* Saved data entries:
# # # #
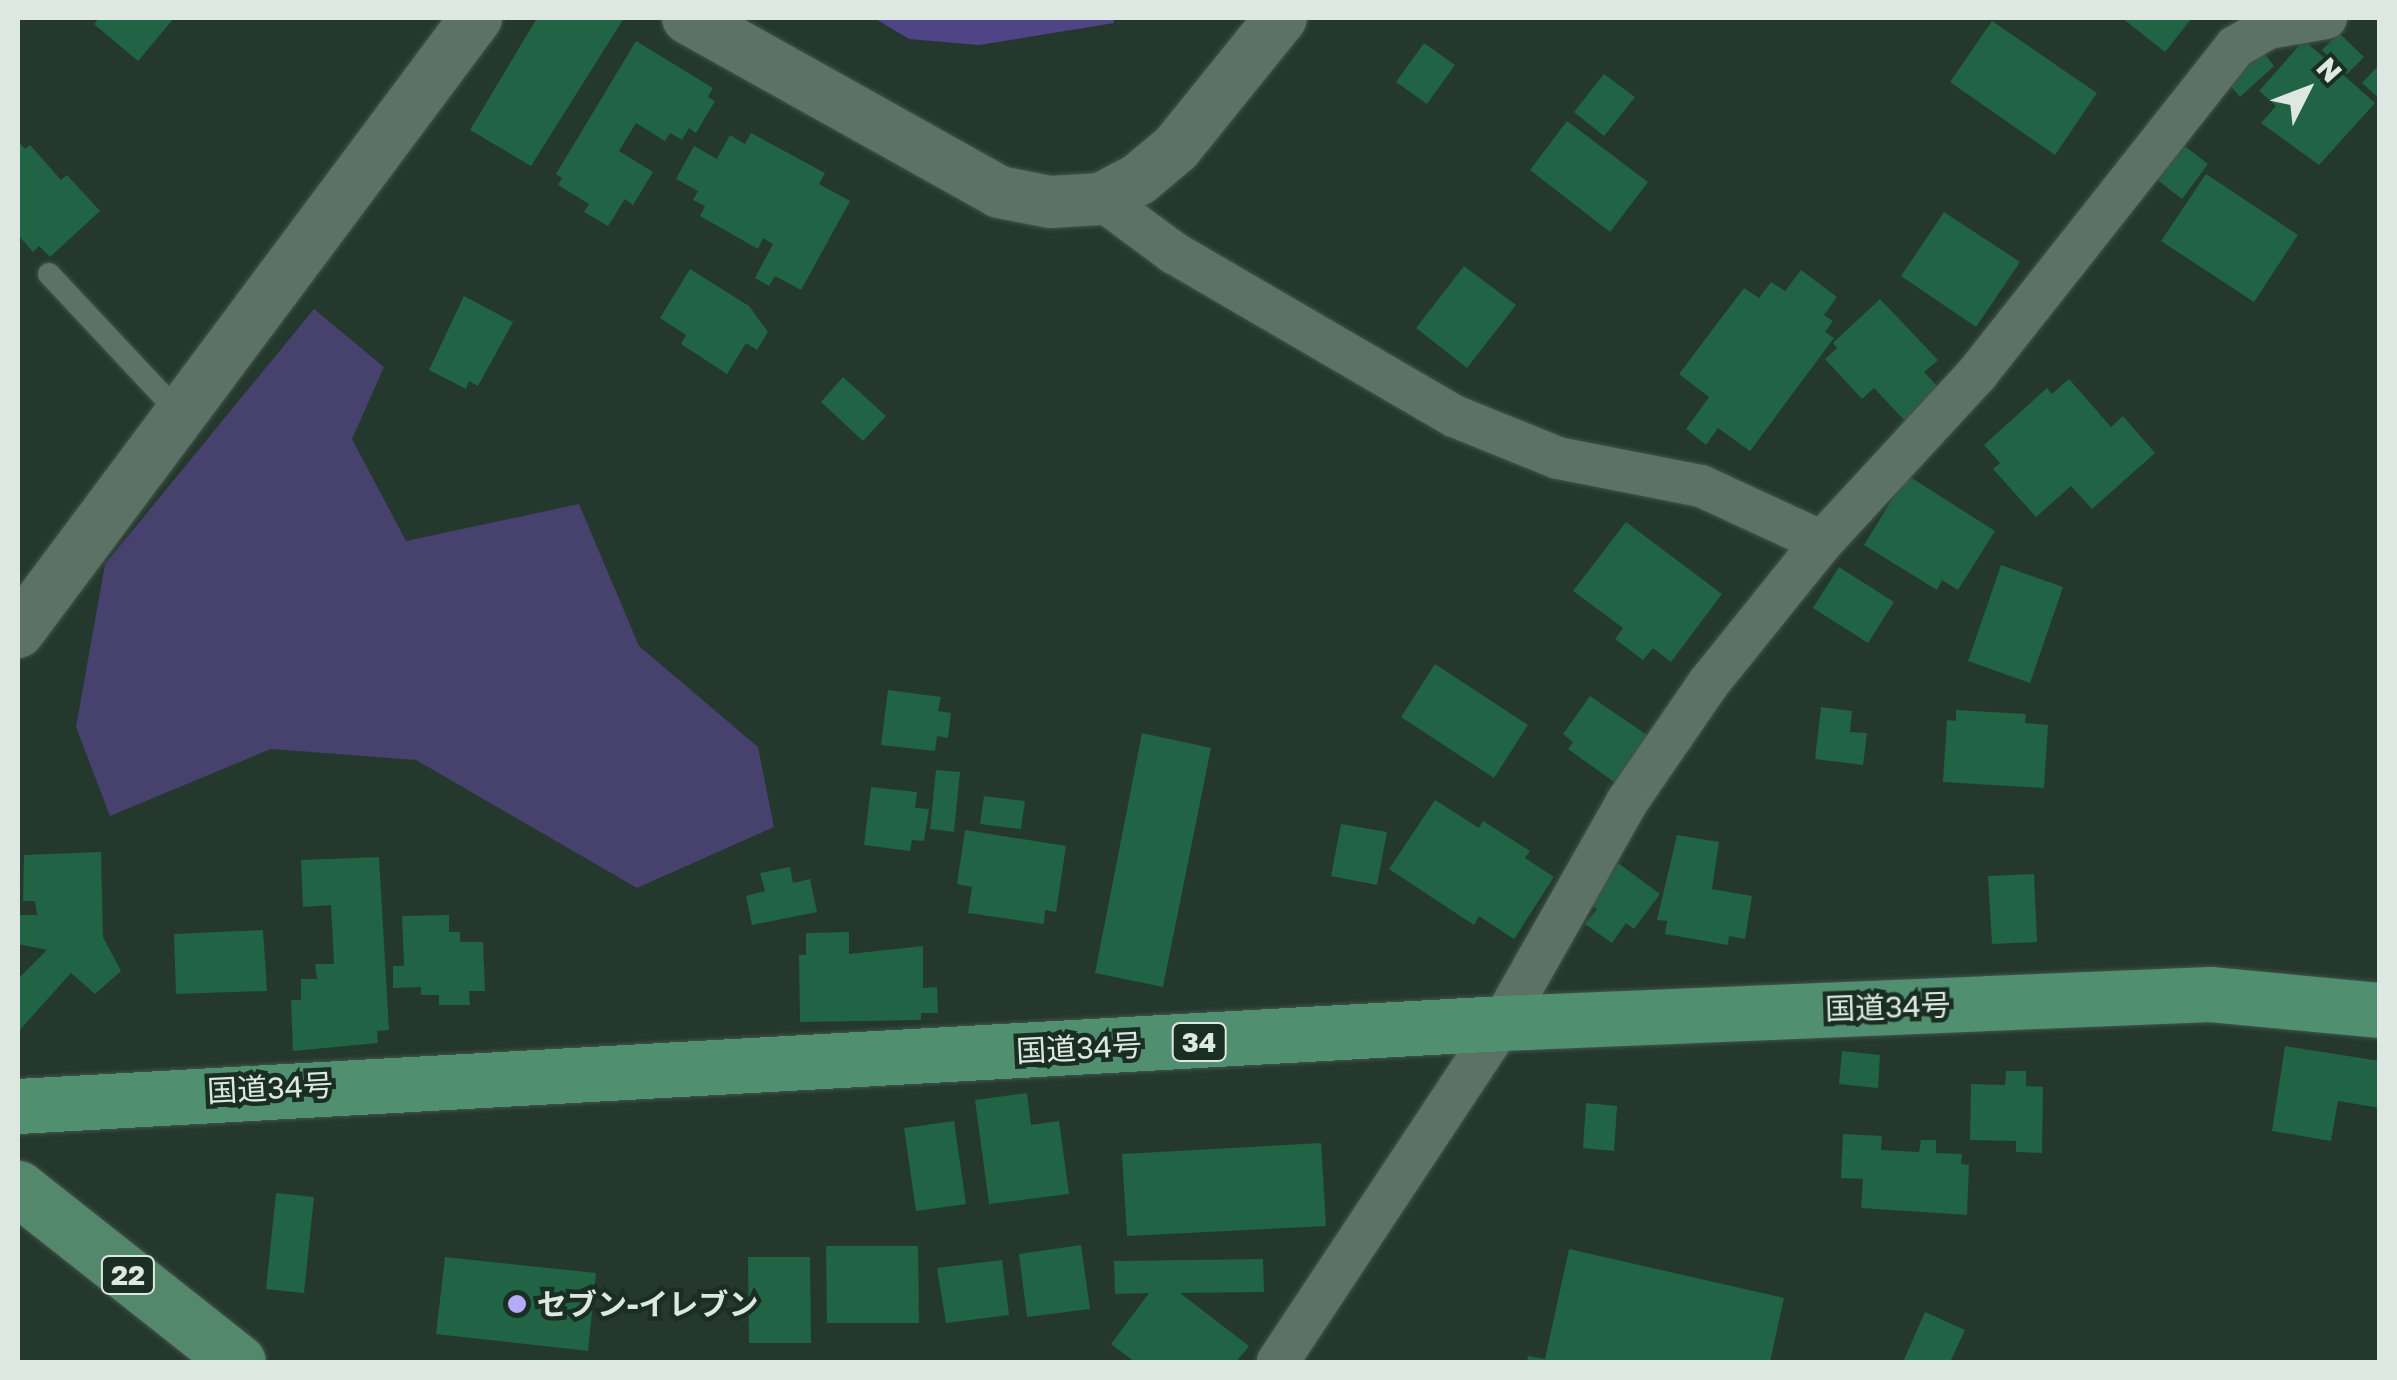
<!DOCTYPE html>
<html>
<head>
<meta charset="utf-8">
<style>
  body { margin:0 }
  #map { position:relative; width:2397px; height:1380px; overflow:hidden; background:#24382d; font-family:"Golos Text","Noto Sans JP",sans-serif }
  div>[style] { position:absolute }
  .green>* { inset:0; background:#46416d }
  .water>* { inset:0; background:#4e4486 }
  .building>* { inset:0; background:#206345 }
  .roads { filter:drop-shadow(0 0 2px #42534b) drop-shadow(0 0 2px #42534b) }
  .service>* { height:22px; margin:-11px; padding:0 11px; transform-origin:11px; border-radius:11px; background:#5d7266 }
  .minor>* { height:42px; margin:-21px; padding:0 21px; transform-origin:21px; border-radius:21px; background:#5d7266 }
  .tertiary>* { height:52px; margin:-26px; padding:0 26px; transform-origin:26px; border-radius:26px; background:#5d7266 }
  .primary>* { height:55px; margin:-27.5px; padding:0 27.5px; transform-origin:27.5px; border-radius:27.5px; background:#53886d }
  .trunk>* { height:55px; margin:-27.5px; padding:0 27.5px; transform-origin:27.5px; border-radius:27.5px; background:#508f70 }
  .dots>* { width:28px; height:28px; translate:-50% -50%; box-sizing:border-box; border:5px solid #1a2e24; border-radius:50% }
  span { translate:-50% -50%; white-space:nowrap; text-align:center; line-height:1.15; -webkit-text-stroke:9px #1a2e24; paint-order:stroke }
  .shield-label span { padding:2px 8px; background:#1a2e24; border:2px solid; border-radius:8px; -webkit-text-stroke-width:0 }
  .shield-label { font-size:28px; color:#dce8e1; font-weight:700 }
  .street-label { font-size:30px; color:#dce8e1 }
  .poi-label { font-size:30px; color:#dce8e1; font-weight:700 }
  .left { translate:0 -50%; text-align:left }
  .frame { position:absolute; inset:0; border:20px solid #dce8e1; pointer-events:none }
  .north { position:absolute; left:2257px; top:40px; width:100px; height:100px; -webkit-text-stroke:8px #1a2e24; paint-order:stroke; rotate:48deg; font-size:28px; font-weight:700; line-height:40px; text-align:center; color:#dce8e1 }
  .north::after { content:''; display:block; margin:auto; width:35px; height:45px; background:#dce8e1; clip-path:polygon(50% 0,100% 100%,50% 72%,0 100%) }
</style>
</head>
<body>
<div id="map">
  <div class="green">
    <div style="clip-path:polygon(314px 309px,384px 367px,352px 439px,406px 541px,579px 504px,639px 646px,758px 747px,774px 827px,637px 888px,416px 760px,271px 749px,110px 816px,76px 727px,105px 564px)"></div>
  </div>
  <div class="water">
    <div style="clip-path:polygon(874px 18px,1113px 18px,1114px 23px,979px 45px,909px 39px)"></div>
  </div>
  <div class="building">
    <div style="clip-path:polygon(99px 18px,174px 18px,138px 61px,94px 24px)"></div>
    <div style="clip-path:polygon(537px 18px,624px 18px,531px 166px,470px 130px)"></div>
    <div style="clip-path:polygon(2122px 18px,2192px 18px,2165px 52px)"></div>
    <div style="clip-path:polygon(1992px 21px,2097px 93px,2055px 155px,1950px 82px)"></div>
    <div style="clip-path:polygon(2339px 33px,2364px 57px,2347px 74px,2322px 50px)"></div>
    <div style="clip-path:polygon(2304px 40px,2375px 103px,2319px 165px,2261px 123px,2276px 106px,2259px 91px)"></div>
    <div style="clip-path:polygon(636px 41px,713px 88px,708px 97px,715px 101px,696px 133px,689px 128px,682px 140px,670px 133px,665px 141px,636px 123px,619px 151px,653px 172px,633px 205px,625px 199px,608px 226px,584px 212px,589px 204px,558px 185px,562px 178px,556px 174px)"></div>
    <div style="clip-path:polygon(1424px 43px,1455px 65px,1427px 104px,1396px 82px)"></div>
    <div style="clip-path:polygon(2263px 52px,2274px 66px,2240px 97px,2228px 83px)"></div>
    <div style="clip-path:polygon(2380px 64px,2380px 99px,2362px 83px)"></div>
    <div style="clip-path:polygon(1604px 74px,1635px 97px,1604px 136px,1574px 112px)"></div>
    <div style="clip-path:polygon(1567px 121px,1648px 182px,1610px 232px,1530px 170px)"></div>
    <div style="clip-path:polygon(751px 133px,825px 173px,819px 184px,850px 201px,801px 290px,775px 276px,769px 286px,755px 278px,773px 244px,763px 238px,758px 249px,700px 216px,705px 206px,693px 200px,698px 191px,676px 179px,694px 146px,717px 159px,730px 135px,745px 144px)"></div>
    <div style="clip-path:polygon(18px 141px,25px 149px,30px 145px,61px 180px,67px 175px,100px 211px,50px 257px,39px 246px,33px 252px,18px 235px)"></div>
    <div style="clip-path:polygon(2181px 143px,2208px 164px,2182px 199px,2155px 178px)"></div>
    <div style="clip-path:polygon(2206px 174px,2298px 235px,2254px 302px,2161px 241px)"></div>
    <div style="clip-path:polygon(1944px 212px,2020px 262px,1976px 327px,1901px 276px)"></div>
    <div style="clip-path:polygon(1464px 266px,1516px 305px,1467px 368px,1416px 328px)"></div>
    <div style="clip-path:polygon(690px 269px,749px 306px,768px 332px,757px 350px,746px 343px,727px 374px,681px 344px,686px 335px,660px 318px)"></div>
    <div style="clip-path:polygon(1801px 270px,1837px 297px,1824px 315px,1833px 321px,1825px 332px,1834px 338px,1750px 451px,1718px 428px,1706px 445px,1686px 429px,1709px 397px,1679px 374px,1744px 288px,1759px 298px,1771px 282px,1785px 291px)"></div>
    <div style="clip-path:polygon(464px 296px,513px 322px,478px 386px,469px 381px,466px 389px,429px 370px)"></div>
    <div style="clip-path:polygon(1880px 299px,1938px 360px,1924px 372px,1940px 389px,1905px 421px,1874px 388px,1862px 399px,1825px 359px,1837px 348px,1833px 343px)"></div>
    <div style="clip-path:polygon(843px 377px,886px 416px,863px 441px,821px 402px)"></div>
    <div style="clip-path:polygon(2069px 379px,2111px 427px,2123px 416px,2155px 453px,2092px 509px,2071px 486px,2036px 517px,1993px 469px,2000px 463px,1984px 445px,2047px 388px,2052px 394px)"></div>
    <div style="clip-path:polygon(1907px 475px,1995px 531px,1958px 590px,1942px 580px,1937px 590px,1864px 545px)"></div>
    <div style="clip-path:polygon(1626px 522px,1722px 594px,1671px 662px,1653px 648px,1643px 660px,1615px 639px,1623px 628px,1573px 591px)"></div>
    <div style="clip-path:polygon(2001px 565px,2063px 587px,2030px 683px,1968px 661px)"></div>
    <div style="clip-path:polygon(1839px 567px,1894px 602px,1868px 643px,1813px 608px)"></div>
    <div style="clip-path:polygon(1435px 664px,1528px 725px,1494px 778px,1401px 717px)"></div>
    <div style="clip-path:polygon(888px 690px,941px 697px,938px 711px,951px 713px,948px 738px,937px 736px,935px 751px,881px 745px)"></div>
    <div style="clip-path:polygon(1590px 696px,1650px 737px,1617px 784px,1568px 749px,1573px 742px,1563px 734px)"></div>
    <div style="clip-path:polygon(1821px 707px,1852px 711px,1850px 732px,1867px 733px,1863px 765px,1815px 759px)"></div>
    <div style="clip-path:polygon(1956px 710px,2026px 714px,2025px 723px,2048px 725px,2044px 788px,1943px 782px,1947px 720px,1956px 721px)"></div>
    <div style="clip-path:polygon(1142px 733px,1211px 748px,1163px 987px,1095px 973px)"></div>
    <div style="clip-path:polygon(936px 770px,960px 772px,954px 832px,930px 829px)"></div>
    <div style="clip-path:polygon(871px 787px,917px 792px,915px 808px,929px 809px,924px 841px,912px 840px,910px 851px,864px 845px)"></div>
    <div style="clip-path:polygon(984px 796px,1025px 801px,1021px 829px,980px 824px)"></div>
    <div style="clip-path:polygon(1435px 800px,1479px 828px,1483px 821px,1530px 851px,1525px 858px,1554px 877px,1514px 939px,1479px 916px,1474px 925px,1389px 869px)"></div>
    <div style="clip-path:polygon(1341px 824px,1387px 832px,1377px 885px,1331px 876px)"></div>
    <div style="clip-path:polygon(965px 830px,1066px 846px,1056px 912px,1045px 910px,1044px 924px,968px 913px,972px 887px,957px 884px)"></div>
    <div style="clip-path:polygon(1677px 835px,1719px 842px,1712px 889px,1752px 896px,1745px 939px,1729px 936px,1728px 945px,1665px 934px,1667px 921px,1657px 920px)"></div>
    <div style="clip-path:polygon(101px 852px,103px 937px,121px 971px,95px 994px,71px 973px,18px 1032px,18px 979px,47px 950px,18px 944px,18px 915px,37px 915px,35px 901px,23px 901px,24px 855px)"></div>
    <div style="clip-path:polygon(379px 857px,389px 1030px,377px 1031px,378px 1043px,293px 1051px,291px 1000px,301px 1000px,301px 979px,317px 979px,315px 964px,334px 964px,331px 905px,303px 907px,301px 860px)"></div>
    <div style="clip-path:polygon(1618px 863px,1660px 894px,1634px 929px,1626px 923px,1612px 943px,1585px 924px,1597px 909px,1589px 903px)"></div>
    <div style="clip-path:polygon(790px 867px,793px 883px,810px 879px,817px 912px,752px 925px,746px 896px,765px 891px,760px 873px)"></div>
    <div style="clip-path:polygon(2034px 874px,2037px 942px,1992px 944px,1988px 876px)"></div>
    <div style="clip-path:polygon(449px 915px,449px 932px,460px 932px,460px 942px,483px 942px,485px 991px,469px 991px,470px 1005px,439px 1005px,439px 995px,421px 995px,421px 987px,393px 988px,393px 966px,404px 966px,402px 916px)"></div>
    <div style="clip-path:polygon(263px 930px,267px 991px,176px 994px,174px 934px)"></div>
    <div style="clip-path:polygon(849px 932px,849px 954px,923px 946px,923px 988px,937px 987px,938px 1013px,921px 1013px,921px 1020px,800px 1022px,799px 955px,806px 955px,806px 933px)"></div>
    <div style="clip-path:polygon(2285px 1046px,2380px 1061px,2380px 1108px,2338px 1101px,2331px 1141px,2272px 1131px)"></div>
    <div style="clip-path:polygon(1842px 1051px,1880px 1055px,1878px 1088px,1839px 1084px)"></div>
    <div style="clip-path:polygon(2006px 1071px,2026px 1071px,2026px 1086px,2043px 1087px,2042px 1153px,2016px 1152px,2016px 1141px,1970px 1140px,1971px 1084px,2005px 1085px)"></div>
    <div style="clip-path:polygon(1027px 1093px,1031px 1125px,1059px 1121px,1069px 1194px,989px 1204px,975px 1100px)"></div>
    <div style="clip-path:polygon(1586px 1103px,1617px 1106px,1614px 1151px,1583px 1148px)"></div>
    <div style="clip-path:polygon(954px 1121px,966px 1204px,916px 1211px,904px 1128px)"></div>
    <div style="clip-path:polygon(1843px 1134px,1882px 1136px,1881px 1150px,1919px 1152px,1921px 1140px,1936px 1140px,1936px 1153px,1962px 1154px,1961px 1164px,1969px 1165px,1967px 1215px,1861px 1208px,1863px 1179px,1841px 1178px)"></div>
    <div style="clip-path:polygon(1321px 1143px,1326px 1226px,1127px 1236px,1122px 1154px)"></div>
    <div style="clip-path:polygon(276px 1193px,314px 1197px,304px 1293px,266px 1289px)"></div>
    <div style="clip-path:polygon(1081px 1245px,1090px 1309px,1027px 1317px,1019px 1254px)"></div>
    <div style="clip-path:polygon(826px 1246px,918px 1246px,919px 1323px,827px 1323px)"></div>
    <div style="clip-path:polygon(1569px 1249px,1784px 1298px,1770px 1362px,1527px 1362px,1528px 1356px,1545px 1359px)"></div>
    <div style="clip-path:polygon(445px 1257px,596px 1273px,588px 1351px,436px 1334px)"></div>
    <div style="clip-path:polygon(748px 1257px,810px 1257px,811px 1343px,749px 1343px)"></div>
    <div style="clip-path:polygon(1263px 1259px,1264px 1292px,1180px 1293px,1249px 1346px,1236px 1362px,1135px 1362px,1111px 1344px,1149px 1293px,1115px 1294px,1114px 1261px)"></div>
    <div style="clip-path:polygon(1002px 1260px,1009px 1315px,946px 1323px,937px 1268px)"></div>
    <div style="clip-path:polygon(1925px 1312px,1965px 1330px,1950px 1362px,1903px 1362px)"></div>
  </div>
  <div class="roads">
    <div class="service">
      <div style="left:49px;top:274px;width:193px;rotate:46.9deg"></div>
    </div>
    <div class="minor">
      <div style="left:1101px;top:199px;width:91px;rotate:36.5deg"></div>
      <div style="left:1174px;top:253px;width:324px;rotate:30.2deg"></div>
      <div style="left:1454px;top:416px;width:112px;rotate:22deg"></div>
      <div style="left:1558px;top:458px;width:146px;rotate:11.1deg"></div>
      <div style="left:1701px;top:486px;width:133px;rotate:24.8deg"></div>
      <div style="left:1822px;top:542px;width:182px;rotate:128.8deg"></div>
      <div style="left:1708px;top:684px;width:143px;rotate:124.5deg"></div>
      <div style="left:1627px;top:802px;width:254px;rotate:119.5deg"></div>
      <div style="left:1502px;top:1023px;width:406px;rotate:123.5deg"></div>
      <div style="left:1822px;top:542px;width:229px;rotate:-47.3deg"></div>
      <div style="left:1977px;top:374px;width:417px;rotate:-51.7deg"></div>
      <div style="left:2235px;top:47px;width:38px;rotate:-30deg"></div>
      <div style="left:2268px;top:28px;width:59px;rotate:-9.8deg"></div>
    </div>
    <div class="tertiary">
      <div style="left:688px;top:18px;width:356px;rotate:29.2deg"></div>
      <div style="left:999px;top:192px;width:52px;rotate:11.1deg"></div>
      <div style="left:1050px;top:202px;width:51px;rotate:-3.4deg"></div>
      <div style="left:1101px;top:199px;width:43px;rotate:-27.8deg"></div>
      <div style="left:1139px;top:179px;width:48px;rotate:-40deg"></div>
      <div style="left:1176px;top:148px;width:167px;rotate:-51.1deg"></div>
      <div style="left:18px;top:632px;width:766px;rotate:-53.28deg"></div>
    </div>
    <div class="primary">
      <div style="left:18px;top:1188px;width:280px;rotate:38.3deg"></div>
    </div>
    <div class="trunk">
      <div style="left:18px;top:1106px;width:1486px;rotate:-3.2deg"></div>
      <div style="left:1502px;top:1023px;width:709px;rotate:-2.35deg"></div>
      <div style="left:2210px;top:994px;width:171px;rotate:5.4deg"></div>
    </div>
  </div>
  <div class="dots">
    <div style="left:517px;top:1304px;background:#b4acf9"></div>
  </div>
  <div class="shield-label">
    <span style="left:1199px;top:1042px">34</span>
    <span style="left:128px;top:1275px">22</span>
  </div>
  <div class="street-label">
    <span style="left:1888px;top:1007px;rotate:-2deg">国道34号</span>
    <span style="left:1079px;top:1048px;rotate:-3deg">国道34号</span>
    <span style="left:270px;top:1088px;rotate:-3deg">国道34号</span>
  </div>
  <div class="poi-label">
    <span class="left" style="left:537px;top:1304px">セブン-イレブン</span>
  </div>
  <div class="frame"></div>
  <div class="north">N</div>
</div>
</body>
</html>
# # # #
* What you have to do: The lines from the start of the records above through the line that holds "height:22px; margin:-11px; padding:0" are to be copied exactly, both ends included, and no pictures are to be copied.

* Task response:
<!DOCTYPE html>
<html>
<head>
<meta charset="utf-8">
<style>
  body { margin:0 }
  #map { position:relative; width:2397px; height:1380px; overflow:hidden; background:#24382d; font-family:"Golos Text","Noto Sans JP",sans-serif }
  div>[style] { position:absolute }
  .green>* { inset:0; background:#46416d }
  .water>* { inset:0; background:#4e4486 }
  .building>* { inset:0; background:#206345 }
  .roads { filter:drop-shadow(0 0 2px #42534b) drop-shadow(0 0 2px #42534b) }
  .service>* { height:22px; margin:-11px; padding:0 11px; transform-origin:11px; border-radius:11px; background:#5d7266 }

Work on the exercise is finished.